This type of easily accessible application enables small distributed organizations to share information quickly and easily. It also means that companies can share information with their customers or suppliers without having to set up VPNs, modify firewalls or opening up their corporate networks.

It will also drive the need for better synchronization of files and archiving information from local PCs to central server storage and reliable high speed Internet access.

The benefits and true risks only reveal themselves when you are working with this technology on a day to day basis, but we believe the benefits are substantial and worth considering for virtual, distributed teams.
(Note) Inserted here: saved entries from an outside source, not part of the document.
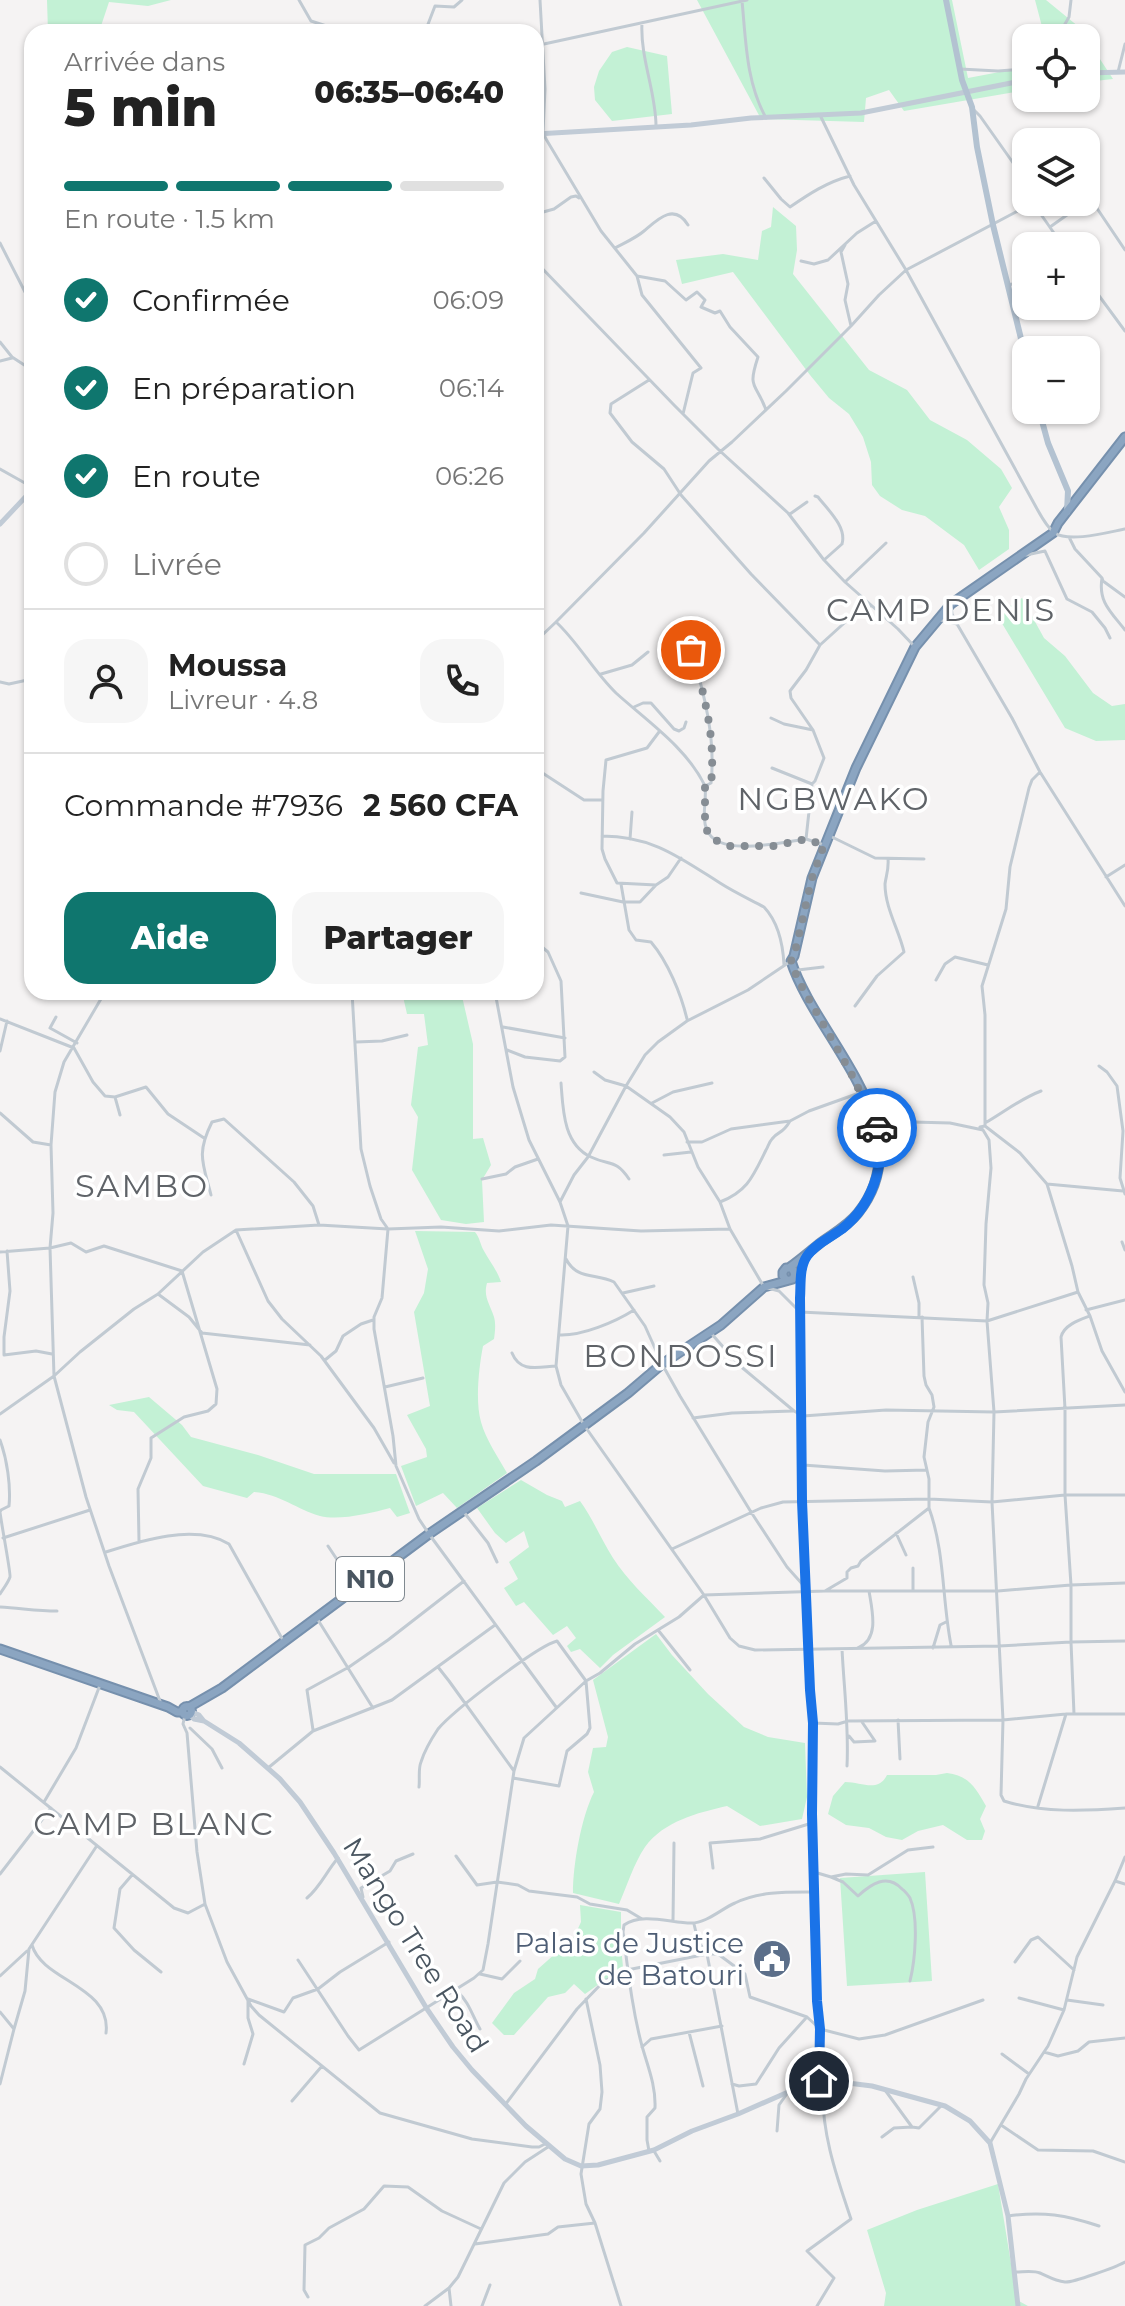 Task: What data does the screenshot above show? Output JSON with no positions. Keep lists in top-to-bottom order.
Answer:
{
  "streets": {
    "highway": ["N10"],
    "main road": ["Mango Tree Road"]
  },
  "crossings": [
    ["N10", "Mango Tree Road"]
  ],
  "districts": [
    "CAMP DENIS",
    "NGBWAKO",
    "SAMBO",
    "BONDOSSI",
    "CAMP BLANC"
  ],
  "places": {
    "public building": ["Palais de Justice de Batouri"]
  },
  "page": {
    "map_buttons": ["+", "−"],
    "heading": ["5 min", "Arrivée dans", "06:35–06:40"],
    "panel": [
      "Moussa",
      "Livreur · 4.8",
      "Commande #7936",
      "2 560 CFA"
    ],
    "bar": "En route · 1.5 km",
    "list": [
      ["Confirmée", "06:09"],
      ["En préparation", "06:14"],
      ["En route", "06:26"],
      "Livrée"
    ],
    "buttons": ["Aide", "Partager"]
  }
} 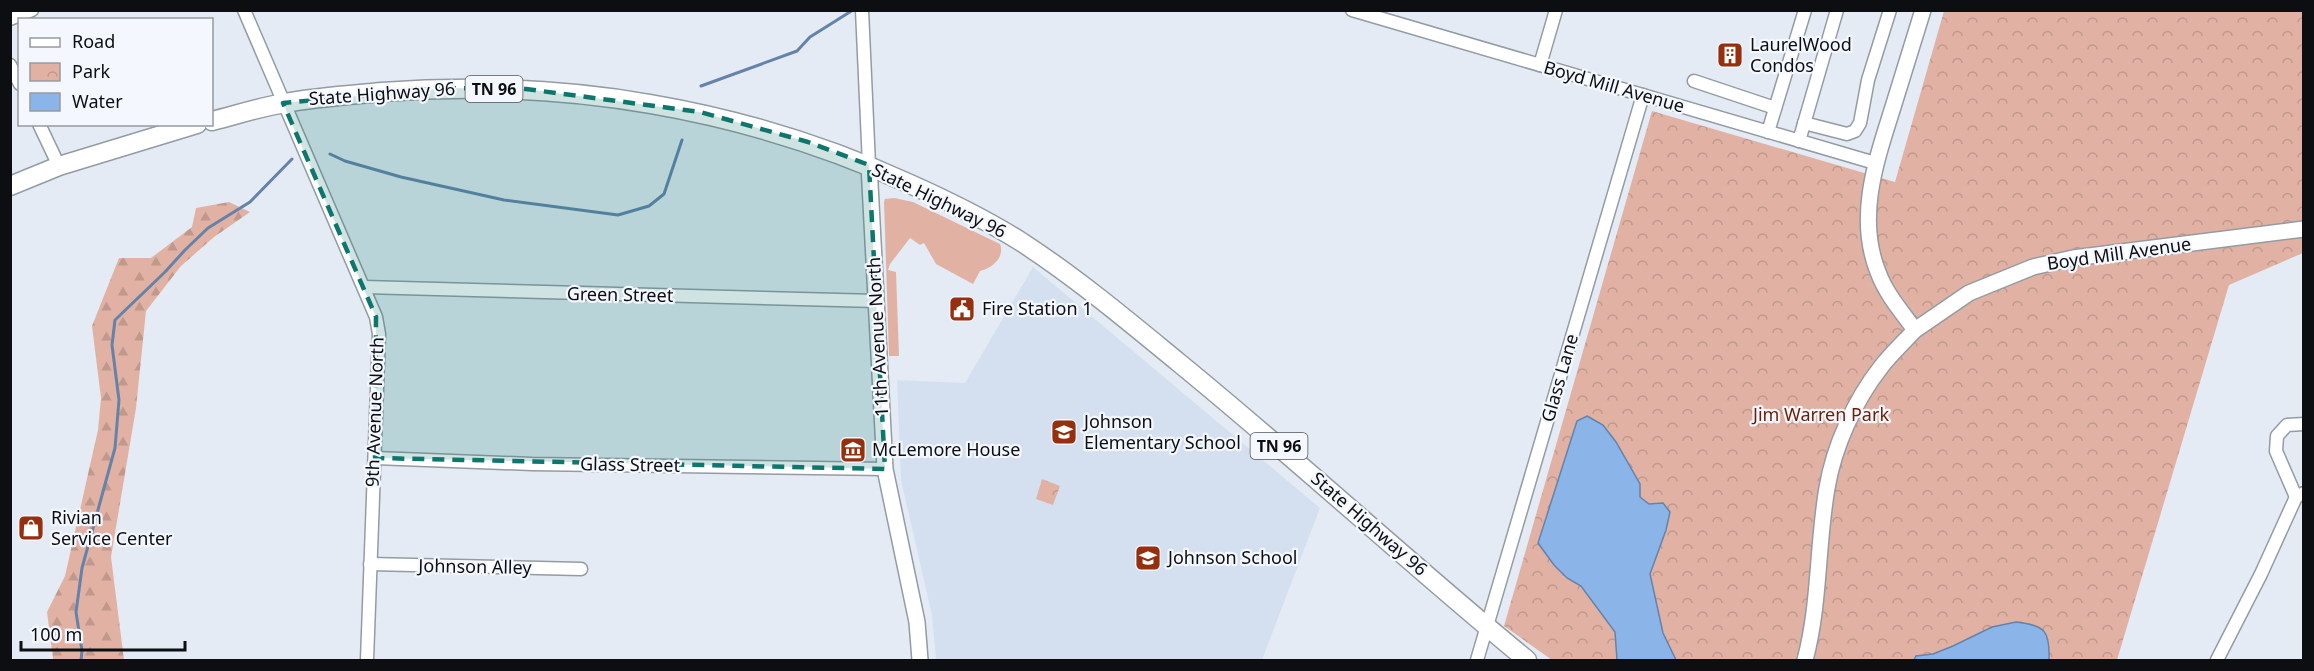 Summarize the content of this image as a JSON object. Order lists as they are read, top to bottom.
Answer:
{
  "streets": {
    "main road": ["TN 96", "State Highway 96"],
    "street": [
      "Boyd Mill Avenue",
      "Green Street",
      "11th Avenue North",
      "Glass Lane",
      "9th Avenue North",
      "Glass Street",
      "Johnson Alley"
    ]
  },
  "crossings": [
    ["Boyd Mill Avenue", "Glass Lane"],
    ["State Highway 96", "11th Avenue North"],
    ["State Highway 96", "Glass Lane"],
    ["State Highway 96", "9th Avenue North"],
    ["Green Street", "11th Avenue North"],
    ["Green Street", "9th Avenue North"],
    ["11th Avenue North", "Glass Street"],
    ["9th Avenue North", "Glass Street"],
    ["9th Avenue North", "Johnson Alley"]
  ],
  "parks": ["Jim Warren Park"],
  "places": {
    "building": ["LaurelWood Condos"],
    "public building": ["Fire Station 1"],
    "school or university": ["Johnson Elementary School", "Johnson School"],
    "museum": ["McLemore House"],
    "shop": ["Rivian Service Center"]
  },
  "legend": ["Road", "Park", "Water"],
  "scale_bar": "100 m"
}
What it means for the IT Channels

This type of ‘free’ application may encourage some SMB and enterprise customer to use this type of application rather than put in their own document management applications with VPNs and secure remote access capabilities for non-corporate users, and could be seen as a potential loss of channel revenue.

Conversely, it will drive the need for a reliable in-house network, reliable remote access and most importantly for the IT channel, the need for lots of local storage for both ends since it is peer to peer for the files shared.

We would recommend that the IT channels investigate their client’s need for this type of application and offer a local custom storage device for each user and increase the central storage capabilities with automated backups of all remote PCs. Let the storage games begin!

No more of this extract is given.